The Ol Donyo Orok mountain (in maasai language), also called Namanga Hills, is situated in southern Kenya next to the Tanzanian border in the Namanga Division. The mountain has a stretched triangular shape, almost like an arrow pointing north. The short side faces the Tanzanian border (and one corner is actually crossing it). The highest peak is 2548 m.

==OlDonyo Orok Mountain Forest Reserve==
The OlDonyo Orok Mountain Forest Reserve is a government gazetted area, 117.84 square kilometres large. A large part of it consists of elevated cloud forest (above 1700 m). Being one of the few remaining patches in Kenya, it contains a large variety of plants, herbs and also several animal species not found in the surrounding semi-arid lowlands. In the mountain valleys there are natural water catchments created by the high altitude rains and the high humid climate. These provide the surrounding Maasai communities with water and pasture even during the dry seasons.

Cloud forest on OlDonyo Orok

The mountain wildlife has been under a lot of stress due to poaching and traditional Maasai hunting, which has wiped out many of the large mammals and predators. But there are still a small population of leopards to be found. Other large animals include buffaloes (in rapidly decreasing number due to poaching), bushbucks, olive baboons, vervet monkeys, rock hyraxes, etc. There are also a large variety of migratory and endemic birds in the area. Very little research has been taken place on the mountain ecology and no scientific animal count has been made on the large animals. The bush savanna vegetation in the surrounding lowlands is also home to animals like giraffes, zebras, gazelles, eland antelopes, warthogs, ostriches, african wild dogs and hyenas, etc. Many of these migrate to the high hills during nighttime or settle there during droughts. Occasionally elephants from Amboseli National Park or Tanzania migrate to the area.

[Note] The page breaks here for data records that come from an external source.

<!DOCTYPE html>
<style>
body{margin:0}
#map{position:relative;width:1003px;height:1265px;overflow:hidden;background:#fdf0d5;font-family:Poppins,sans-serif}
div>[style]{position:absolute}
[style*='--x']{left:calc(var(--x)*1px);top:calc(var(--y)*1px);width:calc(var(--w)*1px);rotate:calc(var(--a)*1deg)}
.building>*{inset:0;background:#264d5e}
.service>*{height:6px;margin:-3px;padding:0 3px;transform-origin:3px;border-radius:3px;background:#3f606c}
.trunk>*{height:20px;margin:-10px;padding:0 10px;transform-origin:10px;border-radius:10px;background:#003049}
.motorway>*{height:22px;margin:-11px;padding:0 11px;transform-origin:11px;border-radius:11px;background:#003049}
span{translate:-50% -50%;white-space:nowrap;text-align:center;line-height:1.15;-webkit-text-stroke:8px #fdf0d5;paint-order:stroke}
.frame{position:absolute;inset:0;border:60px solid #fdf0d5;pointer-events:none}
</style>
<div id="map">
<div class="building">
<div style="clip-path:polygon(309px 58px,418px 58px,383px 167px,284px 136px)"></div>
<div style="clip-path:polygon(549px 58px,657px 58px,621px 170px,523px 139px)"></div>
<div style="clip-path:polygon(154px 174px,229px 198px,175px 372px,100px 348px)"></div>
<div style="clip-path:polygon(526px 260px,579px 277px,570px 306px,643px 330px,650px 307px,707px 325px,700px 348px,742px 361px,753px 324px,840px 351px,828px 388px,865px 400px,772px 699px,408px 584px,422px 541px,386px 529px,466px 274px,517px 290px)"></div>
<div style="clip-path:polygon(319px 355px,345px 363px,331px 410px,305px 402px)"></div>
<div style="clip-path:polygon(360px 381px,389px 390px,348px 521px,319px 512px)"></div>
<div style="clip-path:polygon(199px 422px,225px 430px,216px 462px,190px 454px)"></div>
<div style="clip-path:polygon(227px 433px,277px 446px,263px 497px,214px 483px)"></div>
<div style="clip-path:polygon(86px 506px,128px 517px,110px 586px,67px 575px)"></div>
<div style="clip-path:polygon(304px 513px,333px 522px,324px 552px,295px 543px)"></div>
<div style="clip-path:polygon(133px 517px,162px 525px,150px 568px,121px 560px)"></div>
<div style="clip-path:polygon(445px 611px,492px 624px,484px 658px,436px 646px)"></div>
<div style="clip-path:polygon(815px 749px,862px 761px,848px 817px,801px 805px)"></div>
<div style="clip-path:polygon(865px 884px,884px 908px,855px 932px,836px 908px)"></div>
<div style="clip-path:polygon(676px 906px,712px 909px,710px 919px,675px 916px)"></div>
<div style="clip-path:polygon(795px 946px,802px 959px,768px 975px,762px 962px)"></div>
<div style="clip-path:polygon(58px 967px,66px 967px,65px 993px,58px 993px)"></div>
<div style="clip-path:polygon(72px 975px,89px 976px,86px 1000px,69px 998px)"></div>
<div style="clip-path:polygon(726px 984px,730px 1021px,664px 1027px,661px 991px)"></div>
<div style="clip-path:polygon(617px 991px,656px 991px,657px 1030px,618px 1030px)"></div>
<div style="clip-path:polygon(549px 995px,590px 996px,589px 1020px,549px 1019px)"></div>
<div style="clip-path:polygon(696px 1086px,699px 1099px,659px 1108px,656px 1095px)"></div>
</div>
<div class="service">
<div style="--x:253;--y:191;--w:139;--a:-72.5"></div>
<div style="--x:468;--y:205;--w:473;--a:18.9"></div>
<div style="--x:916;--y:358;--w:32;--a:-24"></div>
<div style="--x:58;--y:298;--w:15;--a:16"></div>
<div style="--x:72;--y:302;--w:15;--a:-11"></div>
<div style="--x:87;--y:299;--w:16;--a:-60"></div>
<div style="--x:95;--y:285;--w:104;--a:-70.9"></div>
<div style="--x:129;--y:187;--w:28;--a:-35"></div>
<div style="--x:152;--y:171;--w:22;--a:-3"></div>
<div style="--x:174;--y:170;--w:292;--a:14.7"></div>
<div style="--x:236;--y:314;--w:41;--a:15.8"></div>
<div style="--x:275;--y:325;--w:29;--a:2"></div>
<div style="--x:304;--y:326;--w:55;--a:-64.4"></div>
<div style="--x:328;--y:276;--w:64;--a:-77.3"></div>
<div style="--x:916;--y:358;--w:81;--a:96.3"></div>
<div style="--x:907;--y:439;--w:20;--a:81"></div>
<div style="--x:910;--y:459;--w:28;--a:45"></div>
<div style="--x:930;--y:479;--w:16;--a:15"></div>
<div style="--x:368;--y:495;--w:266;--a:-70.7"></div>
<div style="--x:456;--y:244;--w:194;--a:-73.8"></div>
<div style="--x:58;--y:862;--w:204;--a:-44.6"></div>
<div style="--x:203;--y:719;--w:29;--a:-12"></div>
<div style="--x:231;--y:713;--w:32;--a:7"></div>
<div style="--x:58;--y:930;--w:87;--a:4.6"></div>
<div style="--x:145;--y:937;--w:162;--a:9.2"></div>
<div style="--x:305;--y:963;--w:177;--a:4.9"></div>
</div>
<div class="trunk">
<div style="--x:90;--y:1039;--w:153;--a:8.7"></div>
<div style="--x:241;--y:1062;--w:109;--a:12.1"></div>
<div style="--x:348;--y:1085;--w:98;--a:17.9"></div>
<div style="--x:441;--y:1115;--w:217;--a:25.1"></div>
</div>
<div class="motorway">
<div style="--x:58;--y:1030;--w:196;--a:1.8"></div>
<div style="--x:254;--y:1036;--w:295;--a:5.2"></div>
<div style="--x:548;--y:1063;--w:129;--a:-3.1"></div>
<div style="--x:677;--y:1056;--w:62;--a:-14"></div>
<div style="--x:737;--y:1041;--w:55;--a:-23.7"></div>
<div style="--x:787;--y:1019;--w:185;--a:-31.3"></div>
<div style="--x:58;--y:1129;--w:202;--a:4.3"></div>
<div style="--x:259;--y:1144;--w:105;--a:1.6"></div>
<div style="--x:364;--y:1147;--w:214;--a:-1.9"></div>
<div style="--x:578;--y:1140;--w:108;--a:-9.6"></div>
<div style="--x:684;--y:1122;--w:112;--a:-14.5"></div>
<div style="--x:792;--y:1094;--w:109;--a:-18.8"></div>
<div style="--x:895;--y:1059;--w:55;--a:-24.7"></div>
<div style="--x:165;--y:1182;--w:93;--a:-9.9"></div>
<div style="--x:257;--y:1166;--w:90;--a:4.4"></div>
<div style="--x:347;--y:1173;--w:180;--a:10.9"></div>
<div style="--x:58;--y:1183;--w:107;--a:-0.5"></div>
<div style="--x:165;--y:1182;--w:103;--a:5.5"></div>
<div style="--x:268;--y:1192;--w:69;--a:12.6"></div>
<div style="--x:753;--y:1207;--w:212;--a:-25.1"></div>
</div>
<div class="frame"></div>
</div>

Since the gazettement in 1979 the mountain forest have been generally well preserved, illegal wood cutting, charcoal burning, honey collecting through fires have decreased through the efforts of the Kenyan local authorities and Kenya Wildlife Service, with the support of local environmental committees.

==Tourism==
The mountain receives few tourists annually, even though it lies next to Namanga, the gateway to Tanzania and Amboseli National Park. The local community is therefore trying to market the area more for treking visitors.

A 1928 ascent of the mountain is described in Vivienne de Watteville's book Speak to the Earth (1935).